[Stored items]:
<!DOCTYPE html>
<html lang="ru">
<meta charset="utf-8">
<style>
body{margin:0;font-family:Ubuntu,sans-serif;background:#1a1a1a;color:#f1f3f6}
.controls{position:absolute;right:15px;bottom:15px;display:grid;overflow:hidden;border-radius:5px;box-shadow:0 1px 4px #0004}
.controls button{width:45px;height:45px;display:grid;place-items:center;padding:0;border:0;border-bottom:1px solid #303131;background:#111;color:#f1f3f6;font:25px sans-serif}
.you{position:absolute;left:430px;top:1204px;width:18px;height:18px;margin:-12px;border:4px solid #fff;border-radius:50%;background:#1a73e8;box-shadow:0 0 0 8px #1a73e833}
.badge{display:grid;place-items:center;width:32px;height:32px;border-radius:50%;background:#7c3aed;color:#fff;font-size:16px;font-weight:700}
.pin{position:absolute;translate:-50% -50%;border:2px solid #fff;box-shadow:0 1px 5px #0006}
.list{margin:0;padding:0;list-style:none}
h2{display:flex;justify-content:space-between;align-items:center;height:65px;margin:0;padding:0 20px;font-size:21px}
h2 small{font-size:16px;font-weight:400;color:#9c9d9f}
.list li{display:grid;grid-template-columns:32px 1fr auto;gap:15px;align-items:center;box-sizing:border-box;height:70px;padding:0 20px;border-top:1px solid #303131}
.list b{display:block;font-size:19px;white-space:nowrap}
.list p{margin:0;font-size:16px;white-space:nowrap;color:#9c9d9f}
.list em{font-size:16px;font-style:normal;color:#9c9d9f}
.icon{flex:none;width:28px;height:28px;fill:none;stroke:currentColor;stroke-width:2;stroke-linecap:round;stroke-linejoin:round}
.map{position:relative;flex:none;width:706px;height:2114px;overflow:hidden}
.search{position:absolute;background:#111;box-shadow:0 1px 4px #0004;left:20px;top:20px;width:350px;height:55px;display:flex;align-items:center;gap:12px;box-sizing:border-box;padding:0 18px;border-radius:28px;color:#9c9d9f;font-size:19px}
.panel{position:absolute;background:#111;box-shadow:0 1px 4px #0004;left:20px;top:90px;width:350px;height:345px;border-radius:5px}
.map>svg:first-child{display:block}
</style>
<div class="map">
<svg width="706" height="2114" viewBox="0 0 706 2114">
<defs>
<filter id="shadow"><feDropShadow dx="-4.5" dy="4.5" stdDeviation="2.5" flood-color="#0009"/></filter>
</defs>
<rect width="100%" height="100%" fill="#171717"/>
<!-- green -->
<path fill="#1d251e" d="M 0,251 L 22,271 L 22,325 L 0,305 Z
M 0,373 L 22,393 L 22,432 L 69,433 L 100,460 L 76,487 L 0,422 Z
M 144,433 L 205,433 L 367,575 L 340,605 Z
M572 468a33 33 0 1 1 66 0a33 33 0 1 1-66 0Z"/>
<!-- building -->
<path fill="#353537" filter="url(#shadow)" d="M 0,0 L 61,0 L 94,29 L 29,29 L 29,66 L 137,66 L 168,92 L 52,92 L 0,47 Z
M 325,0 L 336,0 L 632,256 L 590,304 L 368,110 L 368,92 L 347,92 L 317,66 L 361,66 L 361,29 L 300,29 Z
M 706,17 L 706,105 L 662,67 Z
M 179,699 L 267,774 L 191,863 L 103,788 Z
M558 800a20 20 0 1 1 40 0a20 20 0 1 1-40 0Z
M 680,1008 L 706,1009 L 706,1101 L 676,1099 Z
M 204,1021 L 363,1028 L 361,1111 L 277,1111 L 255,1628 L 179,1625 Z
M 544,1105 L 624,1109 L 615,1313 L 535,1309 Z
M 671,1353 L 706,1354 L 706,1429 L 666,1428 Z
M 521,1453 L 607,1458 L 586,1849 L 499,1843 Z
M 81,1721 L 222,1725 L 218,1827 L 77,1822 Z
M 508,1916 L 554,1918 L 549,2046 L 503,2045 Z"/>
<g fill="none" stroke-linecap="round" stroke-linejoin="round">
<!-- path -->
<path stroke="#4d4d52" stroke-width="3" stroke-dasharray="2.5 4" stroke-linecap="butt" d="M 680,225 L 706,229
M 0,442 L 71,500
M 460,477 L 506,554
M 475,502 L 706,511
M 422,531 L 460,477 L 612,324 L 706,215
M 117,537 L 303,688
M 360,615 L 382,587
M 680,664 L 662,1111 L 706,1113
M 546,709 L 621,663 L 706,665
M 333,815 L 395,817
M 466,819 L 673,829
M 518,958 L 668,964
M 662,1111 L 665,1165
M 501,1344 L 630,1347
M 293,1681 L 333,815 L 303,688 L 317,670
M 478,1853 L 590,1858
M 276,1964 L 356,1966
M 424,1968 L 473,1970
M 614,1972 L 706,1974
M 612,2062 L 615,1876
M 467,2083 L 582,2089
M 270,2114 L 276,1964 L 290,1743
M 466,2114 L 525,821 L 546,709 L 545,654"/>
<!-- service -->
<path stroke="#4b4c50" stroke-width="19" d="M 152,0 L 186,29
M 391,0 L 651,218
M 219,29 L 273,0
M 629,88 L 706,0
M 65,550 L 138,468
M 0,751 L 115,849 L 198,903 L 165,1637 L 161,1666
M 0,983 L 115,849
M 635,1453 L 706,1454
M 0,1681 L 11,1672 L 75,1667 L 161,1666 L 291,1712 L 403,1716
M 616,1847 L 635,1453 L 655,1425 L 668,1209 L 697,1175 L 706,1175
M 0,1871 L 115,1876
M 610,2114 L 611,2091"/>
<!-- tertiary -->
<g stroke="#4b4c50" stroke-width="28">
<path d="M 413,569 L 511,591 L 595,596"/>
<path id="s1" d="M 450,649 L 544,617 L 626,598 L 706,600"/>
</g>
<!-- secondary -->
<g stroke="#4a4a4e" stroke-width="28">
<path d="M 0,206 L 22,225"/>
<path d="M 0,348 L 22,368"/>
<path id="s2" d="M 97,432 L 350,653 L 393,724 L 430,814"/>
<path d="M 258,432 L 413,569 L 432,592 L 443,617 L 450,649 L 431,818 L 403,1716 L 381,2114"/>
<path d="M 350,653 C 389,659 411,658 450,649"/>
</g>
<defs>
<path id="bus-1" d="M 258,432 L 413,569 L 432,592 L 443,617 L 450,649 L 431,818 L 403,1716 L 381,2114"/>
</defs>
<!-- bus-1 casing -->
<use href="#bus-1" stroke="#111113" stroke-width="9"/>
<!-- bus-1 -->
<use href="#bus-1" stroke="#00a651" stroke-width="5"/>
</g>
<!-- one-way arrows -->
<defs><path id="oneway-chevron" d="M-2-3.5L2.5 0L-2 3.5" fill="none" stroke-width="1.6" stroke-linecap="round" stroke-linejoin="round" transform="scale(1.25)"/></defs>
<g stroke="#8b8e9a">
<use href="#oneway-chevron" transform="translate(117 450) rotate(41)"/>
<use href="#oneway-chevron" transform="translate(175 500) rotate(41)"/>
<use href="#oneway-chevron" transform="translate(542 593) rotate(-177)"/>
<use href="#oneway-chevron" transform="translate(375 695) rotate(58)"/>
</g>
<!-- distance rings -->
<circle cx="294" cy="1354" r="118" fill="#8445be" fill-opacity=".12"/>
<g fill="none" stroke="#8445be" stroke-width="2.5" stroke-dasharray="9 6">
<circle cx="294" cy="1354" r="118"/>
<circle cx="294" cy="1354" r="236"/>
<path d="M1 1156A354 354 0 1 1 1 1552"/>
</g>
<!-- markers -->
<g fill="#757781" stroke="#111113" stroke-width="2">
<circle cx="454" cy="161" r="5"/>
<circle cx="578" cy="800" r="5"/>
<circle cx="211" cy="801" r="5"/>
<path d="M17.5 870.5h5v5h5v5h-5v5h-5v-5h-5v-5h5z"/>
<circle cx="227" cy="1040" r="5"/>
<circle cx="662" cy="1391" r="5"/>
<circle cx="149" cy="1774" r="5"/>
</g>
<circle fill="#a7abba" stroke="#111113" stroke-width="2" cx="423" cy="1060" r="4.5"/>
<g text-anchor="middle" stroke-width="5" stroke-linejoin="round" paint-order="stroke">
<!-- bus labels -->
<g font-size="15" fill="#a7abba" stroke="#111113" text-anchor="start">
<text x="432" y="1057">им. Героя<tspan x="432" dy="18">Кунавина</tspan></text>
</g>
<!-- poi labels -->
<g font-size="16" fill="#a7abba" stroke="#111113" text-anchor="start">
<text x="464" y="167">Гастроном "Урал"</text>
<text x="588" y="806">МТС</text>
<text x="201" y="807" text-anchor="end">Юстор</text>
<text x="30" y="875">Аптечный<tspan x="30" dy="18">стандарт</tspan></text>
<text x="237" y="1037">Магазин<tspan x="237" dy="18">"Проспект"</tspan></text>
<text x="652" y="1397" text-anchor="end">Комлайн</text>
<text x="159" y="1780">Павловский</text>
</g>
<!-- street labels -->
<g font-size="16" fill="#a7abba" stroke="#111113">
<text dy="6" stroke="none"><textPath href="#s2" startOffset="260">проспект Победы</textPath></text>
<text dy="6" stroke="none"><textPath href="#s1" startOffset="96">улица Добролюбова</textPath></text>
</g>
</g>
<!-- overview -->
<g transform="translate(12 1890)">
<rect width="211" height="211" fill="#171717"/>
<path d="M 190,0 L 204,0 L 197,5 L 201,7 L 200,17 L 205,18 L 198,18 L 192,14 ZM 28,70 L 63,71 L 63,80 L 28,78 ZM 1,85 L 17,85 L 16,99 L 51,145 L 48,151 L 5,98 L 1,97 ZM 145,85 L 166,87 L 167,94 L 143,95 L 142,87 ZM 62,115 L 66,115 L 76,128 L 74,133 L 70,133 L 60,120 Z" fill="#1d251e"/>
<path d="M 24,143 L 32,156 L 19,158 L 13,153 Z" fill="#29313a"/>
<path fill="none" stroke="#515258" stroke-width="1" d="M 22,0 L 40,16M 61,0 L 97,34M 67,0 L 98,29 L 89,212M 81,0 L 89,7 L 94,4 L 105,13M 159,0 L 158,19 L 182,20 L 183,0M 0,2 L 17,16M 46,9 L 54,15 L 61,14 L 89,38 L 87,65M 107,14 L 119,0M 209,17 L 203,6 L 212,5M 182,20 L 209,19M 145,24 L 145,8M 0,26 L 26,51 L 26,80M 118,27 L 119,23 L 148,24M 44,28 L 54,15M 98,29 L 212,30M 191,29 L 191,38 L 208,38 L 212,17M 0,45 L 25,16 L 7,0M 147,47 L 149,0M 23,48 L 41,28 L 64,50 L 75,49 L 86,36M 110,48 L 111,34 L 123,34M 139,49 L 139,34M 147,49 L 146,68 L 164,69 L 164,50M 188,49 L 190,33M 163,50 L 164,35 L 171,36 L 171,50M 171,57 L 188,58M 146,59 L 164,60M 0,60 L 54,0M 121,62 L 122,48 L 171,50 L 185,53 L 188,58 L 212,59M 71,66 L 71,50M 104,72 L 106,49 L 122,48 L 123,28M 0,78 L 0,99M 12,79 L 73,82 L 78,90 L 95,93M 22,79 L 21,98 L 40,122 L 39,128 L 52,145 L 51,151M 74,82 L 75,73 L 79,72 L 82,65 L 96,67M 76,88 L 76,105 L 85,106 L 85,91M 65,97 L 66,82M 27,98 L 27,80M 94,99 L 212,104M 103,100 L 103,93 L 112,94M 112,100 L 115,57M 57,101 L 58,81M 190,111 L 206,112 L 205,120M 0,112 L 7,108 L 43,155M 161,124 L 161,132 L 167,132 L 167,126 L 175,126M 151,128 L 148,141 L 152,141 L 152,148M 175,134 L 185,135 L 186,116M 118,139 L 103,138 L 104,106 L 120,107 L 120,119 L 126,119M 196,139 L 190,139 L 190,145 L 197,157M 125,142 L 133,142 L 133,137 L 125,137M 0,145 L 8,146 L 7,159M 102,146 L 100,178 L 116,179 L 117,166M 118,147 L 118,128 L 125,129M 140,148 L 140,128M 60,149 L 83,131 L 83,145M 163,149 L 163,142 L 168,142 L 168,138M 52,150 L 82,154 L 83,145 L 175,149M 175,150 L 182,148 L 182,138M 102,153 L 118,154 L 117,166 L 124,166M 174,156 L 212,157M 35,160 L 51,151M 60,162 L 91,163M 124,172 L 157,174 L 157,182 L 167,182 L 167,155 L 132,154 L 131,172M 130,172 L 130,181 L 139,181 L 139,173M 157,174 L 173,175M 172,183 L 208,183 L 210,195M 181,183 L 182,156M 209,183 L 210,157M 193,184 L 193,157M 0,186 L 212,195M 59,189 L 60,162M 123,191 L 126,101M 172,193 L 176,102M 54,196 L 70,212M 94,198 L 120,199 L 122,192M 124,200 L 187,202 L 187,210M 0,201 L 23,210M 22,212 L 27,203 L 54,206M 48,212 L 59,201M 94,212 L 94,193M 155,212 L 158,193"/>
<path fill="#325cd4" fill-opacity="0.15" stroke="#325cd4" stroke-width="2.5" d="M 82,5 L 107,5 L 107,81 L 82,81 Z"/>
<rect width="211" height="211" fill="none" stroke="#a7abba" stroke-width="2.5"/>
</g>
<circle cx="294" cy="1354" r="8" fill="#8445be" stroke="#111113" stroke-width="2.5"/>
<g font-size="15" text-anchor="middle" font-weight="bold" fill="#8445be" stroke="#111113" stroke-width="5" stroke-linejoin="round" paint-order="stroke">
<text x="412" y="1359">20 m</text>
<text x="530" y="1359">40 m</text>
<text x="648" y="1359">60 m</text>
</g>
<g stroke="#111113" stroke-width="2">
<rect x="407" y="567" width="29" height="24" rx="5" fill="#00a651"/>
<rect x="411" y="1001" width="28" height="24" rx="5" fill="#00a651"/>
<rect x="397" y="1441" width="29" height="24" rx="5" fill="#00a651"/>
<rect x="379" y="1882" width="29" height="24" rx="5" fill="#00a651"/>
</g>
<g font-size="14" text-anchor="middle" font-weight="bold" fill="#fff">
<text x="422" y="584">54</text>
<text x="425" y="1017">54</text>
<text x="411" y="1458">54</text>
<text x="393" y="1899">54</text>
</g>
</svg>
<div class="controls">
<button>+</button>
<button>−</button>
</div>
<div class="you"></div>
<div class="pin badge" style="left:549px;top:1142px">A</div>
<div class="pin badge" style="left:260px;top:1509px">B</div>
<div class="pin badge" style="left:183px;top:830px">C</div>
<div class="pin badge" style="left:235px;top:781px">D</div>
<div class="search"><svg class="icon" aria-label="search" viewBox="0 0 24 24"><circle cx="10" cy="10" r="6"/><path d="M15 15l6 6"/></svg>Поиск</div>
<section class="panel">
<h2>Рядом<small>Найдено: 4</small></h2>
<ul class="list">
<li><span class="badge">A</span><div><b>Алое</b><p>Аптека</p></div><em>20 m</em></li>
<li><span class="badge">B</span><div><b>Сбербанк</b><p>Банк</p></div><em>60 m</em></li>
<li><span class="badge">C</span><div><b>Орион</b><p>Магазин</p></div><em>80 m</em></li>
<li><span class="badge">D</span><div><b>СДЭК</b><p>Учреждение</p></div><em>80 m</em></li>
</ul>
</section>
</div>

[Instructions to follow]: Answer with a single number, the count of lines above that contain "list".

[Output of the exercise]: 6